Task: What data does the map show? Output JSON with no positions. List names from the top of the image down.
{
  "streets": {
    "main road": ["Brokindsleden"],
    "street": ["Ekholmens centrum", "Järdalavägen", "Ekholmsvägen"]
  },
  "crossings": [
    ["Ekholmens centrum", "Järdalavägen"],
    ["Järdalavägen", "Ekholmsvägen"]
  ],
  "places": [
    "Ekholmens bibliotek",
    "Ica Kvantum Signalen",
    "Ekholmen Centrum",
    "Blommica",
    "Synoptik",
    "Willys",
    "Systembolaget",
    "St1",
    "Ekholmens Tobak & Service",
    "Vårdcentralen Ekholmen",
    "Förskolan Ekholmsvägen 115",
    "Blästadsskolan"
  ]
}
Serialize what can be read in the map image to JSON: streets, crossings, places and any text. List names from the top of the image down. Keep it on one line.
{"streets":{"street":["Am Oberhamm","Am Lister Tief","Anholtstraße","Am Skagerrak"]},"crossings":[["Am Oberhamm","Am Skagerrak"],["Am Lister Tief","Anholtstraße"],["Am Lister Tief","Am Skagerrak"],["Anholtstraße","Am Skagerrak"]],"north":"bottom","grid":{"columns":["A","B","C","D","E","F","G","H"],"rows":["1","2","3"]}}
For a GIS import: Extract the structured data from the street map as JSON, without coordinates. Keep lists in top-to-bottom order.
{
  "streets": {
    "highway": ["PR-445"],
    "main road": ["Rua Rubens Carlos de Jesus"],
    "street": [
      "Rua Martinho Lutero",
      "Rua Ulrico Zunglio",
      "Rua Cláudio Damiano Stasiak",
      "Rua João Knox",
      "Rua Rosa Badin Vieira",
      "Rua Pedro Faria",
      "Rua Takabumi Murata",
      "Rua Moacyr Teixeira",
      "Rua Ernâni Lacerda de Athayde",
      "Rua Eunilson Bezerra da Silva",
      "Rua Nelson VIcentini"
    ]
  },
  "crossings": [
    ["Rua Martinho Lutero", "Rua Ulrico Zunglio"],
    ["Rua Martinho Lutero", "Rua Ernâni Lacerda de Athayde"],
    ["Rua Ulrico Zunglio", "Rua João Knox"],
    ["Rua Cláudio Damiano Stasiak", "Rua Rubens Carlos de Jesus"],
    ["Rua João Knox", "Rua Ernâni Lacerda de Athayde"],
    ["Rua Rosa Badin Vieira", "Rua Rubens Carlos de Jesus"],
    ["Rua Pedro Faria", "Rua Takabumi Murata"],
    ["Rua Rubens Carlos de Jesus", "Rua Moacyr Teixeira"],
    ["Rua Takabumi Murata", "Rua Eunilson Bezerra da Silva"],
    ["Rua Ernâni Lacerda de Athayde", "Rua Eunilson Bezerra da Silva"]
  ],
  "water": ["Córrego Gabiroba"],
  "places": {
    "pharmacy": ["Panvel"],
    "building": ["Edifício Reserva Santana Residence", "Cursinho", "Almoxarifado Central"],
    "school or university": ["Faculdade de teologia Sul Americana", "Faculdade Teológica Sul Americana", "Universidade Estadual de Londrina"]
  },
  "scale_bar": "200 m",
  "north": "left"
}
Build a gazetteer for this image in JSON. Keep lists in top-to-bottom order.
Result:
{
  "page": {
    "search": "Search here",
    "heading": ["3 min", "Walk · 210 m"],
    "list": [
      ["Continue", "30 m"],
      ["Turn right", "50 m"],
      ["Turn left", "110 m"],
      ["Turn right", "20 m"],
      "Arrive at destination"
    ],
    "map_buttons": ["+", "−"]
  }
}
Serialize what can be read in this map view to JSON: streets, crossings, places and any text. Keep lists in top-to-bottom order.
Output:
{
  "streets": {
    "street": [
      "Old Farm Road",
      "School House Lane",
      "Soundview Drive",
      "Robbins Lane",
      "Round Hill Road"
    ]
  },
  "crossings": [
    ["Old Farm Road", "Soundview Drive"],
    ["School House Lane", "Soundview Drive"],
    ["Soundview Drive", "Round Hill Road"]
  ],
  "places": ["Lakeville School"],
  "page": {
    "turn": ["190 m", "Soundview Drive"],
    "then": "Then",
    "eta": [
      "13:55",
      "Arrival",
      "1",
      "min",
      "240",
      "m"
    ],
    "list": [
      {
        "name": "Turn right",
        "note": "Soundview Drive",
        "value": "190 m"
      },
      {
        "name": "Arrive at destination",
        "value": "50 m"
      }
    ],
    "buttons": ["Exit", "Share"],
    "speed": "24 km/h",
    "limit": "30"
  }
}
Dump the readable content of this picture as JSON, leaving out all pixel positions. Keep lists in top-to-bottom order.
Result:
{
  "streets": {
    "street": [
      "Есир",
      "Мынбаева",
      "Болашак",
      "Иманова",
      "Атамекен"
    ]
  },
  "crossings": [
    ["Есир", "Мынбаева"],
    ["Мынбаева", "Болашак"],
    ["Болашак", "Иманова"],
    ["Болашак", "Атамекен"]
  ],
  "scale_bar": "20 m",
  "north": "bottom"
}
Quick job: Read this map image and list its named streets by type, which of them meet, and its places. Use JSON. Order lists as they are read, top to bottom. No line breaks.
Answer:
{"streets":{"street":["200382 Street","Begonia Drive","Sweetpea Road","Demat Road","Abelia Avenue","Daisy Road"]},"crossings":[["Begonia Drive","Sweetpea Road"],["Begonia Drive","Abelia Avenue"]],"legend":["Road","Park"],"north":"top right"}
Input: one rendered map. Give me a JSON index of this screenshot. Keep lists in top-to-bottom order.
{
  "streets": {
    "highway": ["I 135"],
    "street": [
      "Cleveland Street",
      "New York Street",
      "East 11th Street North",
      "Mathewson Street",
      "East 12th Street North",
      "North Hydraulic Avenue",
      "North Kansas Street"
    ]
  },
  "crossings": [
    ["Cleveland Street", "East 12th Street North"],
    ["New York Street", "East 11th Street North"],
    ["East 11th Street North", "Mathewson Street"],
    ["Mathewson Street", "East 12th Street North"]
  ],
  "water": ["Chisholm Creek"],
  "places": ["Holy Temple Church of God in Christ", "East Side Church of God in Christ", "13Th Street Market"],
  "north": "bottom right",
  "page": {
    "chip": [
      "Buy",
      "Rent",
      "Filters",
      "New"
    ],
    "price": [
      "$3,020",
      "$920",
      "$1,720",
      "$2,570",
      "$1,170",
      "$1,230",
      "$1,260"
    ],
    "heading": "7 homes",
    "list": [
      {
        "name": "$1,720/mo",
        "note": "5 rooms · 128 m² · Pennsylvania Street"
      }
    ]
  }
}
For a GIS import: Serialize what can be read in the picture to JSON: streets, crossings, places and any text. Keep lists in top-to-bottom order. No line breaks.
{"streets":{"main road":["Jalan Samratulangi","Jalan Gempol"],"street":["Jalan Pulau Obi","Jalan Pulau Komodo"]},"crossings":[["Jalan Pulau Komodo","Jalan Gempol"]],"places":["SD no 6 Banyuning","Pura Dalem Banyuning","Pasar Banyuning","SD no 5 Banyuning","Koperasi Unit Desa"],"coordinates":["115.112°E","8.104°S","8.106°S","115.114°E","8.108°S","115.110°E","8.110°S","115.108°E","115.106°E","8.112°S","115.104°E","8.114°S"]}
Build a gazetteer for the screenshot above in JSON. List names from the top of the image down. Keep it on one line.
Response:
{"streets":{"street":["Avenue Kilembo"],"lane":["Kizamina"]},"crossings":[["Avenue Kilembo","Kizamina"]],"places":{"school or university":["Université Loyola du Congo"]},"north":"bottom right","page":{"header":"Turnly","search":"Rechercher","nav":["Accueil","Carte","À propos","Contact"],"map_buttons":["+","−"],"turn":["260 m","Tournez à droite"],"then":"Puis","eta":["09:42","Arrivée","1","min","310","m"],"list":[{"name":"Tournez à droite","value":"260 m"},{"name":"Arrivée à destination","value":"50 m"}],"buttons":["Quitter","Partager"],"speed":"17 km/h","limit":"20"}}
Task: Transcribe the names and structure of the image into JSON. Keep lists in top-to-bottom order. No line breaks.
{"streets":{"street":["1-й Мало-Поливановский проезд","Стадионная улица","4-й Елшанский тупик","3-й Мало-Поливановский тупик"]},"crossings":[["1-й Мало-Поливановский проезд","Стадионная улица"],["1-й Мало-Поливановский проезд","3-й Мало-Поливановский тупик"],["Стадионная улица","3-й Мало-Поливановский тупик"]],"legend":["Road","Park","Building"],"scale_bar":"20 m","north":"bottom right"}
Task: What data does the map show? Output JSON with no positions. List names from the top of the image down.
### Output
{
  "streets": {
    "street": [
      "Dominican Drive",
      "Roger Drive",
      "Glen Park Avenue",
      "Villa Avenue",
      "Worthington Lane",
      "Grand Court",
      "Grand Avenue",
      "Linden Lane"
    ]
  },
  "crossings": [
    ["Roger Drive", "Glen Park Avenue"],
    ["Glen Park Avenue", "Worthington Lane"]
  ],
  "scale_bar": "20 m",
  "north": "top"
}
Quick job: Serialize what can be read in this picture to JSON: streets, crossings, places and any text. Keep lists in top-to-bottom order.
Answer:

__Problem description__
Track down every line in the entries that includes the string "gazetteer", and copy it.

__Answer box__
Build a gazetteer for this image in JSON. Keep lists in top-to-bottom order.
Build a gazetteer for the screenshot above in JSON. List names from the top of the image down. Keep it on one line.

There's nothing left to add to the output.